◆ Work to be completed ◆
Only an exact copy of the entries will serve as the answer.

Listed records Start Marker

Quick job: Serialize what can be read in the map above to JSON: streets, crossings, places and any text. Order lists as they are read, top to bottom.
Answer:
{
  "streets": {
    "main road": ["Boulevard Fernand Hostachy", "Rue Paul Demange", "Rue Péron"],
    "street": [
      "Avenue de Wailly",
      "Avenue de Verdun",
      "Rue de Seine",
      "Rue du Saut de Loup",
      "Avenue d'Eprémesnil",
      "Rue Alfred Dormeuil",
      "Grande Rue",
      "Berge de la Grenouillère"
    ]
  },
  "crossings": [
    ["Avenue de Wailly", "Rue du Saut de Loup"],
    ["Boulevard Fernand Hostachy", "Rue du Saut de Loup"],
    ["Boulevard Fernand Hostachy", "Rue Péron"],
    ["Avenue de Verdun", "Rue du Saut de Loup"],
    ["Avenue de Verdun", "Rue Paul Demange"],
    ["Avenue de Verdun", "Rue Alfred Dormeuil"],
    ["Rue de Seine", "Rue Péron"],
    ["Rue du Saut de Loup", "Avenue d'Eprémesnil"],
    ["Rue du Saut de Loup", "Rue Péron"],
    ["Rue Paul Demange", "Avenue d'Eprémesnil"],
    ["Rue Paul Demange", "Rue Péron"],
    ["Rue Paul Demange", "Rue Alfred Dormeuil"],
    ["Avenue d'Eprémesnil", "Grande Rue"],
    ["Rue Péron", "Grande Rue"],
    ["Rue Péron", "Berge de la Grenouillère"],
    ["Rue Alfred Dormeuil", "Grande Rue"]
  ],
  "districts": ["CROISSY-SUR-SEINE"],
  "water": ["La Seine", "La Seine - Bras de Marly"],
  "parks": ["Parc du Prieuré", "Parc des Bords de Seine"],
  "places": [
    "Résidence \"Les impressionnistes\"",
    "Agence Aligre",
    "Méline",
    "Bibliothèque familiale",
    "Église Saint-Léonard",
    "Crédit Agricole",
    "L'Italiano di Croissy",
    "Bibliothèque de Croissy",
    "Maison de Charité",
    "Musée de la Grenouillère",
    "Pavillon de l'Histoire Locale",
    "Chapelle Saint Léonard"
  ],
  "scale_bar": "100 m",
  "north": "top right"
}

Listed records End Marker

◆ Your response ◆
Quick job: Serialize what can be read in the map above to JSON: streets, crossings, places and any text. Order lists as they are read, top to bottom.
Answer:
{
  "streets": {
    "main road": ["Boulevard Fernand Hostachy", "Rue Paul Demange", "Rue Péron"],
    "street": [
      "Avenue de Wailly",
      "Avenue de Verdun",
      "Rue de Seine",
      "Rue du Saut de Loup",
      "Avenue d'Eprémesnil",
      "Rue Alfred Dormeuil",
      "Grande Rue",
      "Berge de la Grenouillère"
    ]
  },
  "crossings": [
    ["Avenue de Wailly", "Rue du Saut de Loup"],
    ["Boulevard Fernand Hostachy", "Rue du Saut de Loup"],
    ["Boulevard Fernand Hostachy", "Rue Péron"],
    ["Avenue de Verdun", "Rue du Saut de Loup"],
    ["Avenue de Verdun", "Rue Paul Demange"],
    ["Avenue de Verdun", "Rue Alfred Dormeuil"],
    ["Rue de Seine", "Rue Péron"],
    ["Rue du Saut de Loup", "Avenue d'Eprémesnil"],
    ["Rue du Saut de Loup", "Rue Péron"],
    ["Rue Paul Demange", "Avenue d'Eprémesnil"],
    ["Rue Paul Demange", "Rue Péron"],
    ["Rue Paul Demange", "Rue Alfred Dormeuil"],
    ["Avenue d'Eprémesnil", "Grande Rue"],
    ["Rue Péron", "Grande Rue"],
    ["Rue Péron", "Berge de la Grenouillère"],
    ["Rue Alfred Dormeuil", "Grande Rue"]
  ],
  "districts": ["CROISSY-SUR-SEINE"],
  "water": ["La Seine", "La Seine - Bras de Marly"],
  "parks": ["Parc du Prieuré", "Parc des Bords de Seine"],
  "places": [
    "Résidence \"Les impressionnistes\"",
    "Agence Aligre",
    "Méline",
    "Bibliothèque familiale",
    "Église Saint-Léonard",
    "Crédit Agricole",
    "L'Italiano di Croissy",
    "Bibliothèque de Croissy",
    "Maison de Charité",
    "Musée de la Grenouillère",
    "Pavillon de l'Histoire Locale",
    "Chapelle Saint Léonard"
  ],
  "scale_bar": "100 m",
  "north": "top right"
}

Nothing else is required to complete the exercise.